Bankers wondering if they should push life insurance through their platform personnel are closely watching Fidelity Federal Bank in Glendale, Calif.

The $3.7 billion-asset thrift, which last summer began selling term insurance through branch employees, has developed an investment products program that has become the envy of many bankers.

Since Fidelity Federal added life insurance to its platform program, all eyes have been on the thrift to see if the product can generate the same results that mutual funds and annuities have.

"In the ideal platform program, every single employee is a dedicated investment representative," Robert P. Condon, president and chief executive of Fidelity Federal's Gateway Investment Services, told a group of bankers at an insurance conference in Miami recently.

A debate is raging among bankers on how to sell investment products and life insurance. Mr. Condon says no one is better suited to hawking the products than the employees who have first contact with the customer. Many banks are training such platform personnel to sell mutual funds and annuities.

But life insurance adds a complication that many bankers say only a specialist can handle, because the product takes much more time to sell than mutual funds and annuities.

Discussing life insurance means dealing with the touchy topic of death. Moreover, customers' health determines the kind of products they are eligible for, a situation that doesn't arise in the sale of mutual funds and annuities.

"If the platform people really are active with all the things they should be, they don't have the time or inclination to sell sophisticated insurance products," said Richard White, executive vice president overseeing trust, brokerage, and private banking at Birmingham, Ala.-based SouthTrust Corp.

Fidelity Federal's Mr. Condon raised eyebrows when he revealed sales and pretax income numbers showing the thrift had generated a 36.8% growth in pretax earnings between 1992 and 1996, while slashing expenses nearly in half to $1.2 million.

Fidelity Federal's brokerage subsidiary increased pretax earnings to $3.5 million in that four-year period. And the thrift has boosted its transactions of mutual funds and annuities nearly 400%, from 3,396 to 12,500.

Mr. Condon is convinced that life insurance sales will soon become just as meaningful to the bottom line of his brokerage as mutual funds and annuities. How does he plan to do it? Slowly.

Fidelity Federal is first trying out Protect 10, a term policy designed by CNA Insurance Group, Chicago, specifically for platform staff. Adding one product at a time is Fidelity Federal's style.

"You have to bring platform salespeople through a series of barriers," he said. "Start with deposit products, CDs. Then get them a life license and sell annuities."

The idea is to get them used to these products one by one, then train them to take a holistic approach to a customer instead of merely conducting transactions. "If you can teach a sales force to do that, you can teach them to sell insurance," he said.

One reason Mr.

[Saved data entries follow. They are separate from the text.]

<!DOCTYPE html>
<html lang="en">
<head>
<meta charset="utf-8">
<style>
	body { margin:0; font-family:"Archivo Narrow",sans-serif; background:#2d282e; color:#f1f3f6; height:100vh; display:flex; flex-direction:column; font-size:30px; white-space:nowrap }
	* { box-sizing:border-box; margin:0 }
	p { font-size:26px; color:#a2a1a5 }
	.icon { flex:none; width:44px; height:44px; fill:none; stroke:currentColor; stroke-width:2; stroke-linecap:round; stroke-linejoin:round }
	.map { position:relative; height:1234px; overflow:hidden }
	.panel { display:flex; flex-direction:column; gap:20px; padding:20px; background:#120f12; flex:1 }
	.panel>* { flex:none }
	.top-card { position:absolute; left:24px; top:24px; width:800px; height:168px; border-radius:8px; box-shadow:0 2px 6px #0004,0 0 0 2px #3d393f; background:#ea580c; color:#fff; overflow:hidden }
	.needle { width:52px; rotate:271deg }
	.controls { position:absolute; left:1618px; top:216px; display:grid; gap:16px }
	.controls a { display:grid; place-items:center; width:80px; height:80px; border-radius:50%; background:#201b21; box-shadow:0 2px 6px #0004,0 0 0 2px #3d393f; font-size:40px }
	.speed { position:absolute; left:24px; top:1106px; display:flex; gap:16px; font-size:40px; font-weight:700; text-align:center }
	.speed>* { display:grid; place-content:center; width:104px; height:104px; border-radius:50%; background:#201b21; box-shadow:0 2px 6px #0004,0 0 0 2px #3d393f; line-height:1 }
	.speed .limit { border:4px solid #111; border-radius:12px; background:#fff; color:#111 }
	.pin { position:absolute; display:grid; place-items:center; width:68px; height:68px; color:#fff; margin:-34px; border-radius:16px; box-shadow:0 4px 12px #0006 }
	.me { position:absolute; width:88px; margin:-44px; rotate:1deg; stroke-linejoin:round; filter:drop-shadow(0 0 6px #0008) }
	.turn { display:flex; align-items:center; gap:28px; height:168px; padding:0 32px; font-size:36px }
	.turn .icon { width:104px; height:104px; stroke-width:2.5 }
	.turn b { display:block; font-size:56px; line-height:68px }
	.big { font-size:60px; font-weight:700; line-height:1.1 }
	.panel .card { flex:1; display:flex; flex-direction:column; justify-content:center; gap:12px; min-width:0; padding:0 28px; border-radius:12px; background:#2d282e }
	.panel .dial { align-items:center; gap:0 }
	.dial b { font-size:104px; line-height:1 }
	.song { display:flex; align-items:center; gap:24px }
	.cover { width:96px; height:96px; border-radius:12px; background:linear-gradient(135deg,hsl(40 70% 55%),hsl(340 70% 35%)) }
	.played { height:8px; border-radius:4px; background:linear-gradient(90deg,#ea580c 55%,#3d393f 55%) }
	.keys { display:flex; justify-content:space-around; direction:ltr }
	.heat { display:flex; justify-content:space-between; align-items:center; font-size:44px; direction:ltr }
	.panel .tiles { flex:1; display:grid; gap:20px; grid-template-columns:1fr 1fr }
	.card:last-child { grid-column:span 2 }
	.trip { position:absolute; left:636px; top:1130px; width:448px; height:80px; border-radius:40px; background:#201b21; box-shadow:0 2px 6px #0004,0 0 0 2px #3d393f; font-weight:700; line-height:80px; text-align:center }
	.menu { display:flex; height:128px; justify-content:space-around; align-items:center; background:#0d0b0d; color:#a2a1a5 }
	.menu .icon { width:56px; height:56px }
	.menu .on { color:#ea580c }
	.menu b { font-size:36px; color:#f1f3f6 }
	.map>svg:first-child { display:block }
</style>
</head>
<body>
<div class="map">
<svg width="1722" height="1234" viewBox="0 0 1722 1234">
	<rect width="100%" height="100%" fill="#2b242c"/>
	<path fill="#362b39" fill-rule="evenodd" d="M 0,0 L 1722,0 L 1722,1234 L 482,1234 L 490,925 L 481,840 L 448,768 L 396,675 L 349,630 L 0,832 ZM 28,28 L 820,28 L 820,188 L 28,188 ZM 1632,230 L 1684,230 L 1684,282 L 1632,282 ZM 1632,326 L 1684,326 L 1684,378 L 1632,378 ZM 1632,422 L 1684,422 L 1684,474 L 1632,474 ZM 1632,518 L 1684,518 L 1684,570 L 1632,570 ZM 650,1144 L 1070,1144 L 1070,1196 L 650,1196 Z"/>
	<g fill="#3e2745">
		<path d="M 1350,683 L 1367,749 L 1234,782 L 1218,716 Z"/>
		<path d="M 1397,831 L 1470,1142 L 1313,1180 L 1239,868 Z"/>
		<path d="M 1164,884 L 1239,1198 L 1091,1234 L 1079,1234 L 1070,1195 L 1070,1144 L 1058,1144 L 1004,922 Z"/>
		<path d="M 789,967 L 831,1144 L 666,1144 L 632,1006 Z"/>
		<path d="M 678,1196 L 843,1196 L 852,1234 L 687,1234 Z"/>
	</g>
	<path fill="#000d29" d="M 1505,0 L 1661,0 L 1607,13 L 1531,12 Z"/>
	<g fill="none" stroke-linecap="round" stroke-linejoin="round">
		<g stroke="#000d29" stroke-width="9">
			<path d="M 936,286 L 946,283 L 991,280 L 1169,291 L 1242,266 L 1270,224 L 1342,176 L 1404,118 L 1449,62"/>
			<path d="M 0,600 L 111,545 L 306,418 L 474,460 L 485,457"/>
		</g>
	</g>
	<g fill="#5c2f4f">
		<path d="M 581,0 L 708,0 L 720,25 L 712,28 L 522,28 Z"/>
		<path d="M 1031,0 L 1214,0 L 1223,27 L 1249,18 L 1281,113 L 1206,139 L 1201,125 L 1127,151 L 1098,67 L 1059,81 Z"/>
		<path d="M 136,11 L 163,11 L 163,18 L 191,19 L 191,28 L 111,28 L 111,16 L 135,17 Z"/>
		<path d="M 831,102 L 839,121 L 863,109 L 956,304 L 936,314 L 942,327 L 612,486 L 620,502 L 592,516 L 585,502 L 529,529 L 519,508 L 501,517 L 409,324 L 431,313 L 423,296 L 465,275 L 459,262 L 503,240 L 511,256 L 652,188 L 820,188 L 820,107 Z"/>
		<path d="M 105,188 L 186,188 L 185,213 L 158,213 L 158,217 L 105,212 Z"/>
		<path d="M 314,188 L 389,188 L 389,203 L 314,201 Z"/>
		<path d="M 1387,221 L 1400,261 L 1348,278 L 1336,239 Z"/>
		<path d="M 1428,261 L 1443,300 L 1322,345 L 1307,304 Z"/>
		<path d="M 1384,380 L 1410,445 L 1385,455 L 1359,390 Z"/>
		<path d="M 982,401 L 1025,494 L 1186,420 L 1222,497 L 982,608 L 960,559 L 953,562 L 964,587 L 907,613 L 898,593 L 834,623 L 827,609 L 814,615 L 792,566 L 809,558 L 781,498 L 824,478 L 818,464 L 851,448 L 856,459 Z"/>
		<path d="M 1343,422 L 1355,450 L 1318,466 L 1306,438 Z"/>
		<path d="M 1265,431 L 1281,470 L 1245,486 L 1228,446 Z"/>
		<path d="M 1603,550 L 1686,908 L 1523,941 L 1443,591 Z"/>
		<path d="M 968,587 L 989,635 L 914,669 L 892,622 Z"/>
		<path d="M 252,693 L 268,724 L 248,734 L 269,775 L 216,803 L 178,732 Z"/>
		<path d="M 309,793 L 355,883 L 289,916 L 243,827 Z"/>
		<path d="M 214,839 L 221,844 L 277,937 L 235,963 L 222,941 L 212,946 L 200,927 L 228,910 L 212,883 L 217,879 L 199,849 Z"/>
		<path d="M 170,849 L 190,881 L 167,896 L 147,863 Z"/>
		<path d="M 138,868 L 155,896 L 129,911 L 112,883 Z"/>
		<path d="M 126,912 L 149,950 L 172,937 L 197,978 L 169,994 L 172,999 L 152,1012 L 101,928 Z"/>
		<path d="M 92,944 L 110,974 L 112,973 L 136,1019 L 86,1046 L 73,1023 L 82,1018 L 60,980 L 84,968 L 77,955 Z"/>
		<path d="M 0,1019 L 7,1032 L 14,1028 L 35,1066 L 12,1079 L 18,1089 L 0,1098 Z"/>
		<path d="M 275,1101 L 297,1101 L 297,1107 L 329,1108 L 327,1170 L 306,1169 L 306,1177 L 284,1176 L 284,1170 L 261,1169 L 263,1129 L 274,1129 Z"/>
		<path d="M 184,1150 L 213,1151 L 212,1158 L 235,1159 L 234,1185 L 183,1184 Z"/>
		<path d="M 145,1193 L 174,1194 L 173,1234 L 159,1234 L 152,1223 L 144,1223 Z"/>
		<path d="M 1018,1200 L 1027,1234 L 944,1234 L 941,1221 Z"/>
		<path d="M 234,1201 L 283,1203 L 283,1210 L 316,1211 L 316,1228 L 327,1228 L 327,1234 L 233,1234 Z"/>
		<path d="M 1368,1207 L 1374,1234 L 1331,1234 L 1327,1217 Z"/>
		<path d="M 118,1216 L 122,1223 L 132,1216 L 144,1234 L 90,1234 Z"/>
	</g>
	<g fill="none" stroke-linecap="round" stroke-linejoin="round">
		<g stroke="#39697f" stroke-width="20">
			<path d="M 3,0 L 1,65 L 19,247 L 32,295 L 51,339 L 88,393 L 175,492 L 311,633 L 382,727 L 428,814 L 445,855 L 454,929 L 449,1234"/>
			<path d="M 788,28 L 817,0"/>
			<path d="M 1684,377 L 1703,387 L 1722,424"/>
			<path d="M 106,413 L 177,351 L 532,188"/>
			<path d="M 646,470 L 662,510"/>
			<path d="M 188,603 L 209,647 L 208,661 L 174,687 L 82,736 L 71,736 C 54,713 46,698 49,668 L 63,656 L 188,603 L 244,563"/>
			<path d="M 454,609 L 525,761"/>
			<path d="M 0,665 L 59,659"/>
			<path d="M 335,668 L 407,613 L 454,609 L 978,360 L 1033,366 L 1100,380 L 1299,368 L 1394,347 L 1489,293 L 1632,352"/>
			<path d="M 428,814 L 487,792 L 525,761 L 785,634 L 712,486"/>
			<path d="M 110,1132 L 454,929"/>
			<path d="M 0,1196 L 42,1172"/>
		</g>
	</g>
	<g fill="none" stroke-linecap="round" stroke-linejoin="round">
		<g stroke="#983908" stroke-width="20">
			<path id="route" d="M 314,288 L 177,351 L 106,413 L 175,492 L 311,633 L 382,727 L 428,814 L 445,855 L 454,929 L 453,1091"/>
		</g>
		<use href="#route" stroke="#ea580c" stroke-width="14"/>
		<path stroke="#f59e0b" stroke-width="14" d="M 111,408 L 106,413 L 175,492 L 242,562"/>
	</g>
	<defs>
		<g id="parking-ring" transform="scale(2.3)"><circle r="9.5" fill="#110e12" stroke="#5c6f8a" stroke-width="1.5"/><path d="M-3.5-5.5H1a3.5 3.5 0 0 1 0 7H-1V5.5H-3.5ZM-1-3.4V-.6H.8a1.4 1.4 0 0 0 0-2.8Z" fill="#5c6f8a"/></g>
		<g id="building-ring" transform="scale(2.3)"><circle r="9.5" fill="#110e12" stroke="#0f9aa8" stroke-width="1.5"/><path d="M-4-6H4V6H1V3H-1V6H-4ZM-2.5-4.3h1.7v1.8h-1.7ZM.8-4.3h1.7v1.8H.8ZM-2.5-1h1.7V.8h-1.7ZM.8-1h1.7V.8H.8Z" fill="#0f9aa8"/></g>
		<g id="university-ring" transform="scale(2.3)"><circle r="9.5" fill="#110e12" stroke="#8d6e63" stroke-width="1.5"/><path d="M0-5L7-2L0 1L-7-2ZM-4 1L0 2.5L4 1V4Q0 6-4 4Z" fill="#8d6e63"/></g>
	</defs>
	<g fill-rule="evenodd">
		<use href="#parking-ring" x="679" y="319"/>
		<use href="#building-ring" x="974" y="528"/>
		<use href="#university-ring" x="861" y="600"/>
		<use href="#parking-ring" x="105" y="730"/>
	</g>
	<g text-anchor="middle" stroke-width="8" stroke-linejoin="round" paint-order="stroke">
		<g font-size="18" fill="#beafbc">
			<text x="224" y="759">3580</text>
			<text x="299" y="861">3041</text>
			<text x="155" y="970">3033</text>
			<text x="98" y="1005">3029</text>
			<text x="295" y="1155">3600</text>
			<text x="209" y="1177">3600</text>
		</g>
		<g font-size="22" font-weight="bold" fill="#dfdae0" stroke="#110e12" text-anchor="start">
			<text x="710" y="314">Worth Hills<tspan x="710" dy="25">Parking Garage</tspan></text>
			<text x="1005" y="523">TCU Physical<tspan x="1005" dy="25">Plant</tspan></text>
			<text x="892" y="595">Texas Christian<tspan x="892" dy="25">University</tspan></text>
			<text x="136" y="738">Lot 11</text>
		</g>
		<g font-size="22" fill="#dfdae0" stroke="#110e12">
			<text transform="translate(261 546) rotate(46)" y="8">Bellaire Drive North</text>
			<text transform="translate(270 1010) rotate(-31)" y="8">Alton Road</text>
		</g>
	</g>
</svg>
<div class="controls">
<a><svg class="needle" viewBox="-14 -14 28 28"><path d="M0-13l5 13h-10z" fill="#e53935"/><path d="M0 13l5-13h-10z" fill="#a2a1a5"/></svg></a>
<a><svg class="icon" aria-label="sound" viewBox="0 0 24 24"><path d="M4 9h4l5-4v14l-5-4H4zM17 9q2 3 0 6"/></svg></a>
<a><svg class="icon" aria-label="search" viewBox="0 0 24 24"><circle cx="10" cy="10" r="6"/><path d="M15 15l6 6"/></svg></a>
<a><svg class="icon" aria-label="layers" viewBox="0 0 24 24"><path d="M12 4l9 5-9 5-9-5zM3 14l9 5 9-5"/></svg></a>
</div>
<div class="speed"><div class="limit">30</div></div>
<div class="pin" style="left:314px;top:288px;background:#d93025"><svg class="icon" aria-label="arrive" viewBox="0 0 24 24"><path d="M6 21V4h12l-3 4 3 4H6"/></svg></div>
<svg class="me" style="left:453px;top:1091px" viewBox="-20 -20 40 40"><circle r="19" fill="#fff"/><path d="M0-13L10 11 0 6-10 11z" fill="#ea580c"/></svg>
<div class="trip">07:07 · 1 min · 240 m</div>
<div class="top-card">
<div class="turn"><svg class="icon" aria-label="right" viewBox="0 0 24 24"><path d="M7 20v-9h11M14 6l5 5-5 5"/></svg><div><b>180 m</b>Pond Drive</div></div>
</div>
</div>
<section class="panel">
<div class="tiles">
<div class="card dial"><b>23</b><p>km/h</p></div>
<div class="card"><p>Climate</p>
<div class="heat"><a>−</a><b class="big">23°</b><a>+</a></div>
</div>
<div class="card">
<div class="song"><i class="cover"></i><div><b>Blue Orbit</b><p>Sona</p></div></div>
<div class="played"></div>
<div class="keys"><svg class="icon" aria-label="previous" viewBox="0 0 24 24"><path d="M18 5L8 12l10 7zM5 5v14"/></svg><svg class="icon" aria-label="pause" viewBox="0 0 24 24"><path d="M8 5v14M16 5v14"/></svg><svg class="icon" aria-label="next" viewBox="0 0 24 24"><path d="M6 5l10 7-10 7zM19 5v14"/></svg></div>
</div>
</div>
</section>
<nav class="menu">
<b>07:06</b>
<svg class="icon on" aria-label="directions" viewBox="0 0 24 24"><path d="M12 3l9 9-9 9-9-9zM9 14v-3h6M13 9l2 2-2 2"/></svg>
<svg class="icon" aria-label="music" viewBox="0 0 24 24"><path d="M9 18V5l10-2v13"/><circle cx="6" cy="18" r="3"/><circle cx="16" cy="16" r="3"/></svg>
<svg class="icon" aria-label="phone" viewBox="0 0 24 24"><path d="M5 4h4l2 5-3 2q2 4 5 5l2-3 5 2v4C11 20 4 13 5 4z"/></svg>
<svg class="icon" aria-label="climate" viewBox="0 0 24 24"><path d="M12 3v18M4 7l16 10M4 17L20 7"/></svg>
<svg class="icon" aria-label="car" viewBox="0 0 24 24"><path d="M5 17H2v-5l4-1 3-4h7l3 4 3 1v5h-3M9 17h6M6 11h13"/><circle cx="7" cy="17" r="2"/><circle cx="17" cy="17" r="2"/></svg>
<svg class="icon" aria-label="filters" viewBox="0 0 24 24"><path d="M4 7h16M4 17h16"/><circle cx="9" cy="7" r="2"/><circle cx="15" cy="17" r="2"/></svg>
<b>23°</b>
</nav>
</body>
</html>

Condon's thrift has been successful at cross-selling investment products is that it is primarily a retail thrift, taking deposits and making loans to individuals. But large commercial banks are trying to cross-sell a variety of sophisticated services to business executives and the wealthy.

"They don't need to know about trust and everything else you'd find in a traditional bank," said Kenneth Schweiger, vice president of bank distribution at New England Cos., Boston.